Quand on en arrive à ce stade, plusieurs possibilités s’offrent à moi : consoler ceux qui s’écroulent en leurs, en leur disant que ce ne sont que quelques jours de vacances et que bientôt ils pourront retrouver leurs fourchettes, leurs cuillères et leurs couteaux ; donner des calmants à ceux qui manifestent des signes évidents de crise nerveuse, dont pourrait souffrir mon service de table en céramique de Bát Tràng ; remettre des bavoirs à ceux qui de fureur se précipitent bouche et doigts dans leur bol, animés d’une frénésie animale, pour dévorer cette saleté de nourriture qui leur échappe ; ou encore, abandonner pour un moment une attitude civilisée et donner à chacun une fourchette, pour qu’il retrouve un semblant de dignité et déguste la succulente cuisine vietnamienne…

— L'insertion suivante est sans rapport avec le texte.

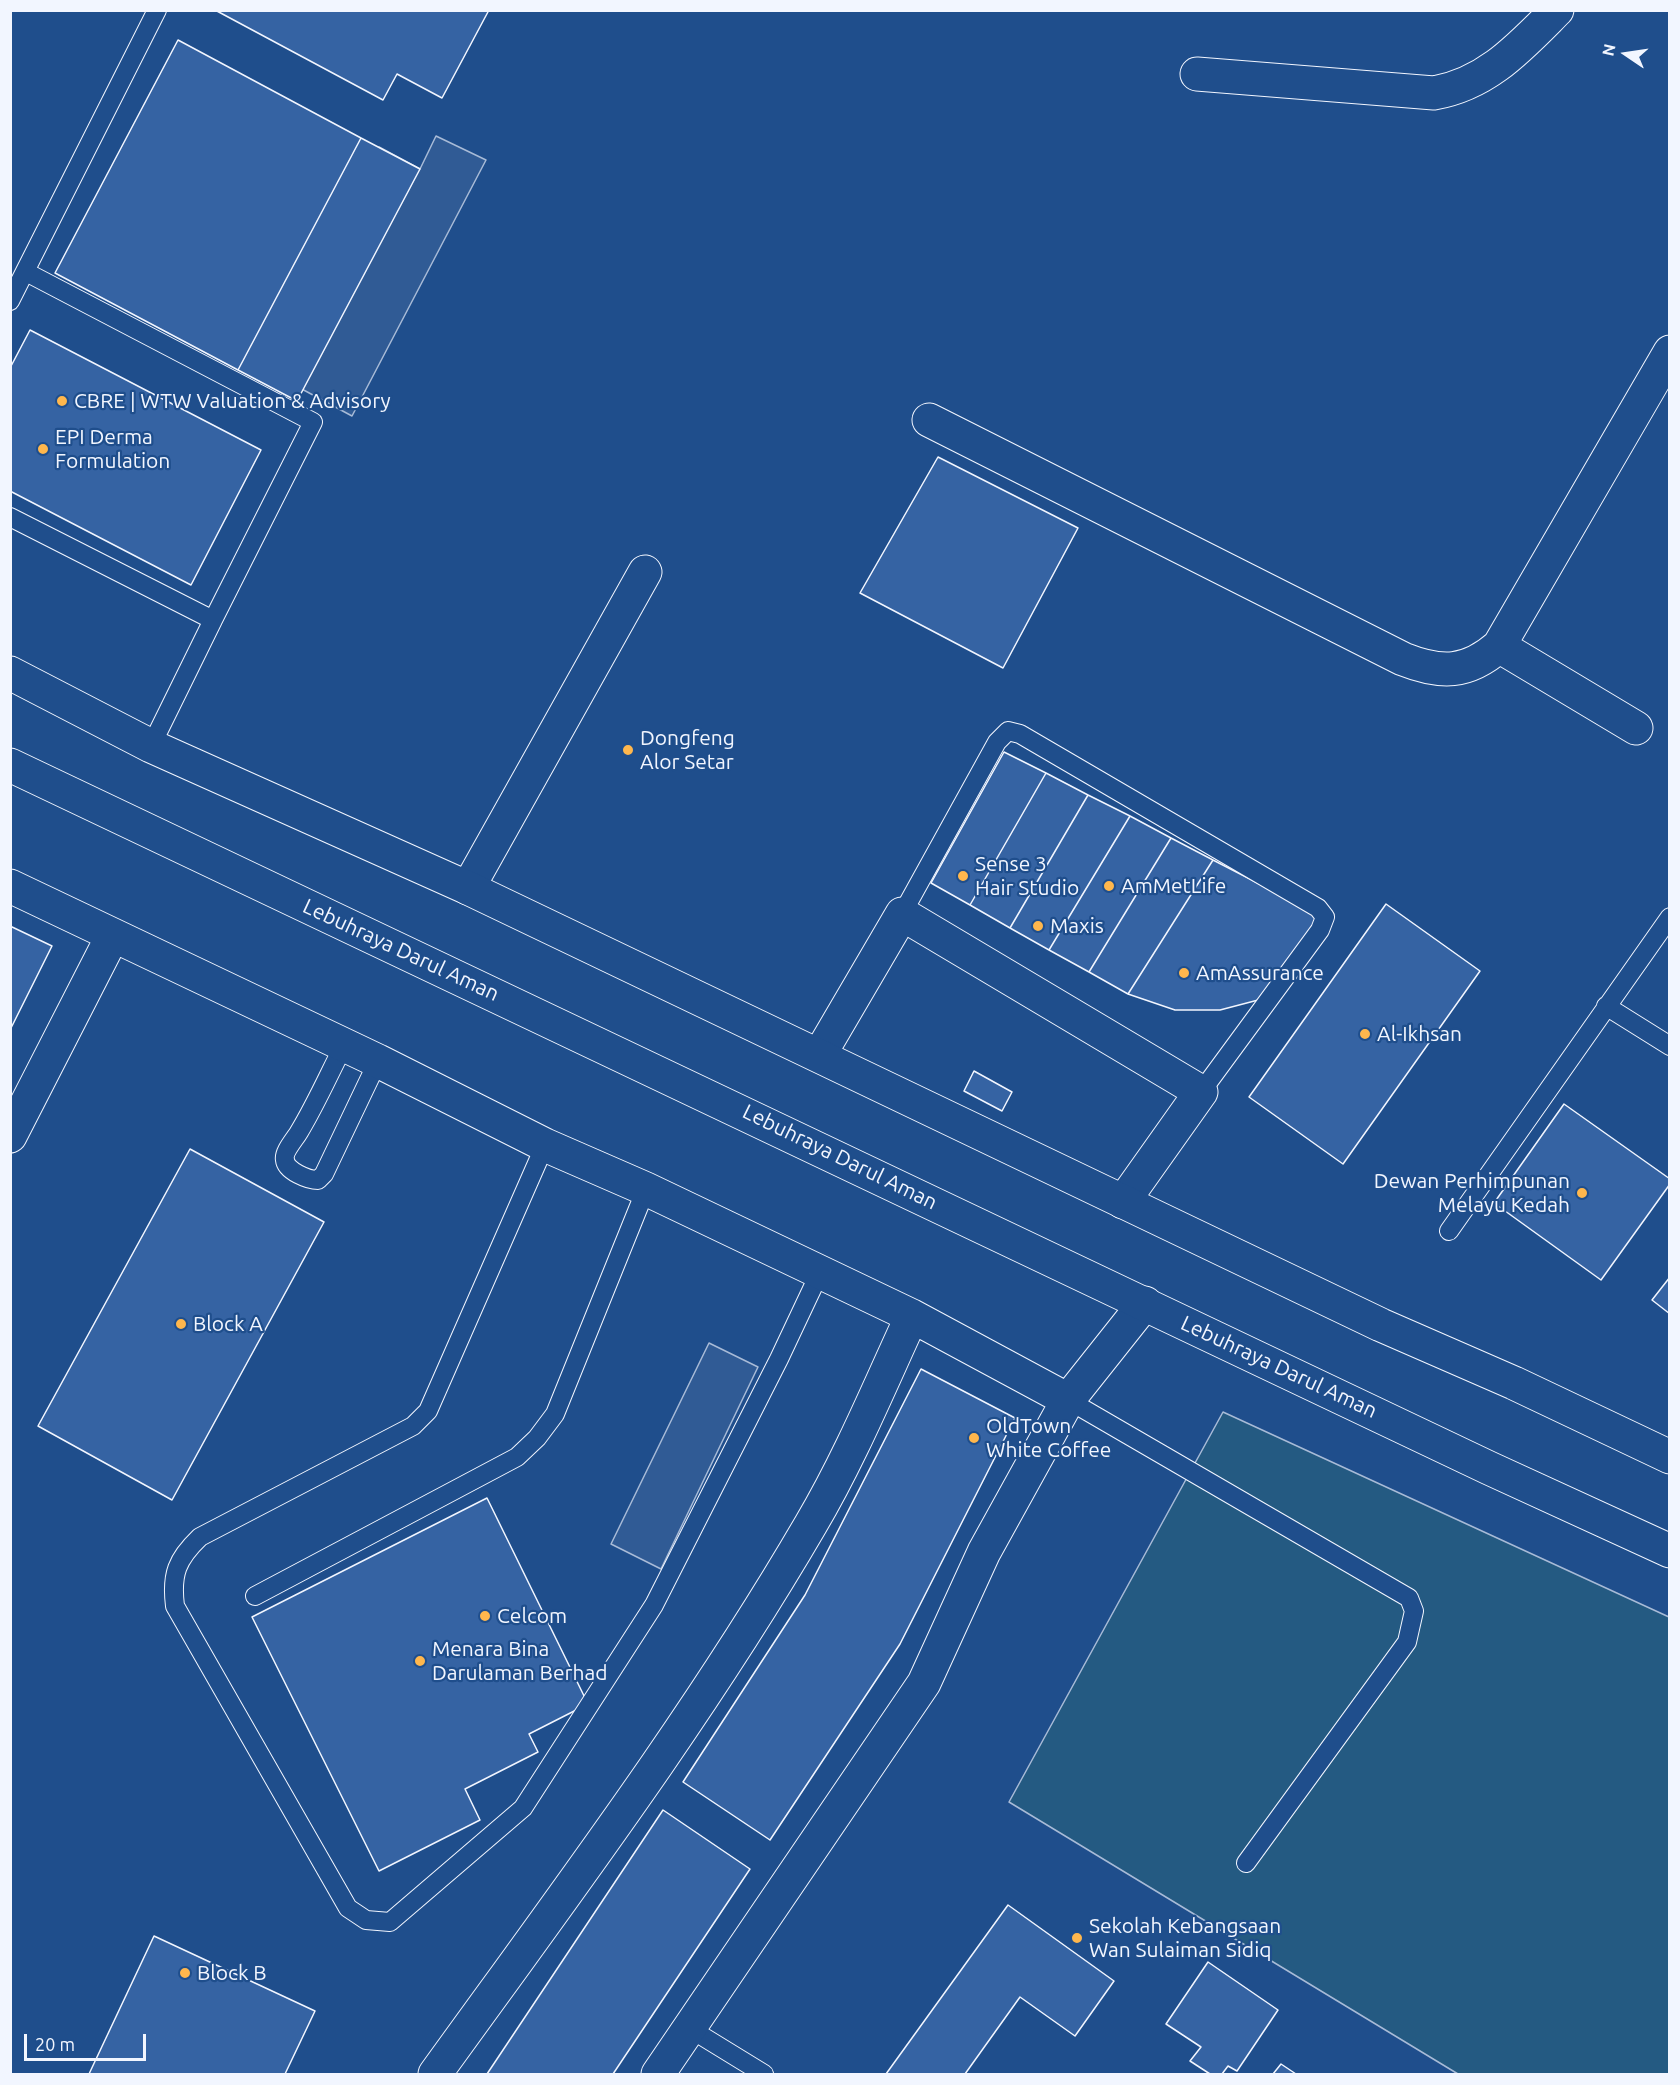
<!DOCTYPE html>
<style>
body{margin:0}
#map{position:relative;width:1680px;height:2085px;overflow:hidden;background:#1f4e8c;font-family:Ubuntu,sans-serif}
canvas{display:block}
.frame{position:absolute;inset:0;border:12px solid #f2f6ff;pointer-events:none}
.north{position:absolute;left:1596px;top:24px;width:60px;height:60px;-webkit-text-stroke:4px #1f4e8c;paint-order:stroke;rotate:283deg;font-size:16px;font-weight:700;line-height:24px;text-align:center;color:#f2f6ff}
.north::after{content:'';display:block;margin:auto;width:21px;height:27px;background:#f2f6ff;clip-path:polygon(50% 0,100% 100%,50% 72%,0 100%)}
.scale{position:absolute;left:24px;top:2034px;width:122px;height:27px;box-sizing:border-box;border:3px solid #f2f6ff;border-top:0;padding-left:8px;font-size:18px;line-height:21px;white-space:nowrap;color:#f2f6ff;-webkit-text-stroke:4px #1f4e8c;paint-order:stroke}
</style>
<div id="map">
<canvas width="1680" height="2085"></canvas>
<div class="frame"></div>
<div class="north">N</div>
<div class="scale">20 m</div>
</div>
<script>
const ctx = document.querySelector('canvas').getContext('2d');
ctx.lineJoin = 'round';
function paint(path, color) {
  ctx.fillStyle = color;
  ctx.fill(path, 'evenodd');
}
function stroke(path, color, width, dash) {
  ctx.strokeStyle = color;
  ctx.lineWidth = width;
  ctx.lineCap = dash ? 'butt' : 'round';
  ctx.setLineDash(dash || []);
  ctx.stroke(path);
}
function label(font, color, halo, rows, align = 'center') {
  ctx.font = font + ' Ubuntu,sans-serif';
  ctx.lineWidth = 4.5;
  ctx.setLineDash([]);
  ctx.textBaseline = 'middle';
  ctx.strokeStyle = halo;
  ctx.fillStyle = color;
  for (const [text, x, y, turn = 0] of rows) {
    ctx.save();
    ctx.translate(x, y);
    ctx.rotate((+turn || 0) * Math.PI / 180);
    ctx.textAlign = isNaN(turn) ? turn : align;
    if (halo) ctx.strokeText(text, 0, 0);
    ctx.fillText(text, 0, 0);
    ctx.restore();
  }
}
const green = new Path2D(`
 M 1223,1412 L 1669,1617 L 1669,2074 L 1458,2074 L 1009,1802 Z`);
const parking = new Path2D(`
 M 436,136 L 486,160 L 352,416 L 259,366 L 379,147 L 420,169 Z
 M 709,1343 L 758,1367 L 661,1569 L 611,1544 Z`);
const building = new Path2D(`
 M 215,10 L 489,10 L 442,98 L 397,74 L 383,100 Z
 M 178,40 L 361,138 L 238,370 L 55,273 Z
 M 361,138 L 420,169 L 297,401 L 238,370 Z
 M 30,330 L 261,450 L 191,585 L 10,491 L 10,368 Z
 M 938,457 L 1078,528 L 1003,668 L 860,593 Z
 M 1004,752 L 1046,773 L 970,905 L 931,883 Z
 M 1046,773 L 1088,795 L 1010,928 L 970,905 Z
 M 1088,795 L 1130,816 L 1049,950 L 1010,928 Z
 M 1130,816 L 1171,838 L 1089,972 L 1049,950 Z
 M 1171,838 L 1213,860 L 1128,994 L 1089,972 Z
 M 1213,860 L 1320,915 L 1262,999 L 1220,1010 L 1175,1010 L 1128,994 Z
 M 1386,904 L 1480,971 L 1343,1164 L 1249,1097 Z
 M 10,926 L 52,946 L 10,1030 Z
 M 974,1071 L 1012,1092 L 1002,1111 L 964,1091 Z
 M 1564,1104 L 1670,1179 L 1670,1184 L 1601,1280 L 1494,1203 Z
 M 190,1149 L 324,1222 L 172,1500 L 38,1426 Z
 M 1670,1277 L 1670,1314 L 1652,1300 Z
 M 921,1369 L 1015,1418 L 900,1644 L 770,1840 L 683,1782 L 805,1595 Z
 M 487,1498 L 588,1704 L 529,1734 L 538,1752 L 465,1789 L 480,1820 L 379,1871 L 252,1617 Z
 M 663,1810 L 750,1869 L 613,2074 L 487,2074 Z
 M 1008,1905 L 1114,1981 L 1075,2036 L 1020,1997 L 965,2074 L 886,2074 Z
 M 154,1936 L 315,2011 L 285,2074 L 89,2074 Z
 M 1208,1962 L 1278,2010 L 1237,2071 L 1228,2066 L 1222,2074 L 1210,2074 L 1190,2061 L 1201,2047 L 1166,2024 Z
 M 1281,2064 L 1296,2074 L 1273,2074 Z`);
const lane = new Path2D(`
 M 26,272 L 313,422 L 213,620
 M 10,301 L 157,10
 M 10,517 L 213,620 L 151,746
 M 902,914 L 997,742 L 1008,731 L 1020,734 L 1318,908 L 1325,917 L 1320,930 L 1201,1092
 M 1606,1006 L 1670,1046
 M 344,1045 C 329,1074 316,1104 299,1132 C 295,1139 283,1152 285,1160 C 286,1171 308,1180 318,1180 L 324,1174 L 378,1061
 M 545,1145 L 428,1411 L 413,1426 L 200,1537 C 177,1559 171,1574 175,1606 L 348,1908 L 366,1920 L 390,1922 L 523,1808 L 654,1605 L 779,1359 L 820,1272
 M 1449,1231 L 1670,917
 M 1068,1400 L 1409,1598 L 1414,1611 L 1407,1642 L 1246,1863
 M 255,1596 L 517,1457 L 537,1438 L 555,1414 L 646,1189
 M 689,2028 L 764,2074`);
const street = new Path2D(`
 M 1197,74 L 1434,93 C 1487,84 1520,47 1557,10
 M 929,420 L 1403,659 C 1441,674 1467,674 1499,646 L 1670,352
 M 1499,646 L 1636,728
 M 10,886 L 378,1061 L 545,1145 L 646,1189 L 912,1316 L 1068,1400
 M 468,888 L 645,572
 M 820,1054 L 902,914 L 1201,1092 L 1123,1202
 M 10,1136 L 113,935
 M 435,2074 C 565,1894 699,1716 811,1524 C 850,1458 880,1385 912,1316
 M 658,2074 L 924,1683 L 984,1552 L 1068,1400 L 1145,1303`);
const primary = new Path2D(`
 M 10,673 L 151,746 L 468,888 L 1381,1325 L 1514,1383 L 1670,1457
 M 10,765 L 1489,1468 L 1670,1551`);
const markers = [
 [62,401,6,"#ffb74d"],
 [43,449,6,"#ffb74d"],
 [628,750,6,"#ffb74d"],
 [963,876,6,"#ffb74d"],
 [1109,886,6,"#ffb74d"],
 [1038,926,6,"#ffb74d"],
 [1184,973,6,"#ffb74d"],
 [1365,1034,6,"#ffb74d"],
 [1582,1193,6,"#ffb74d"],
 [181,1324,6,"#ffb74d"],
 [974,1438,6,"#ffb74d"],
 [485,1616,6,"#ffb74d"],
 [420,1661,6,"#ffb74d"],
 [1077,1938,6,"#ffb74d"],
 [185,1973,6,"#ffb74d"]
];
const poiNames = [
 ["CBRE | WTW Valuation & Advisory",74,401],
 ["EPI Derma",55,437],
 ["Formulation",55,461],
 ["Dongfeng",640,738],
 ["Alor Setar",640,762],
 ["Sense 3",975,864],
 ["Hair Studio",975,888],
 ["AmMetLife",1121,886],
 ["Maxis",1050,926],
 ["AmAssurance",1196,973],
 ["Al-Ikhsan",1377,1034],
 ["Dewan Perhimpunan",1570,1181,"right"],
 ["Melayu Kedah",1570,1205,"right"],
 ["Block A",193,1324],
 ["OldTown",986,1426],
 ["White Coffee",986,1450],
 ["Celcom",497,1616],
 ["Menara Bina",432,1649],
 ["Darulaman Berhad",432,1673],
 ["Sekolah Kebangsaan",1089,1926],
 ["Wan Sulaiman Sidiq",1089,1950],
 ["Block B",197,1973]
];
const streetNames = [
 ["Lebuhraya Darul Aman",401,950,25],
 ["Lebuhraya Darul Aman",840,1157,26],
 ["Lebuhraya Darul Aman",1279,1367,25]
];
paint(green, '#245a82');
stroke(green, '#a8bbd7', 1.5);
paint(parking, '#305b95');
stroke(parking, '#a8bbd7', 1.5);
paint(building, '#3563a3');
stroke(building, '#f2f6ff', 1.5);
stroke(lane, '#f2f6ff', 20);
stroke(street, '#f2f6ff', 35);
stroke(primary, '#f2f6ff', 35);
stroke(lane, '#1f4e8c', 18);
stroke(street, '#1f4e8c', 33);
stroke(primary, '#1f4e8c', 33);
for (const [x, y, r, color] of markers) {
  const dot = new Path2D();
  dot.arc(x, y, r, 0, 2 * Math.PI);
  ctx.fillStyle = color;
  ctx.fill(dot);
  stroke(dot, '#1f4e8c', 2);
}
label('21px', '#f2f6ff', '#1f4e8c', poiNames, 'left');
label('21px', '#f2f6ff', '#1f4e8c', streetNames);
</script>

Ceci étant, je dois avouer que mes hôtes ne sont pas totalement rassurés, quand je leur explique, avec un sourire exquis, que les empereurs utilisaient des baguettes en argent, car ce matériau réagit au poison que les assassins diffusaient dans leur nourriture. Mes baguettes n’étant pas en argent, je comprends les regards suspicieux que certains me jettent.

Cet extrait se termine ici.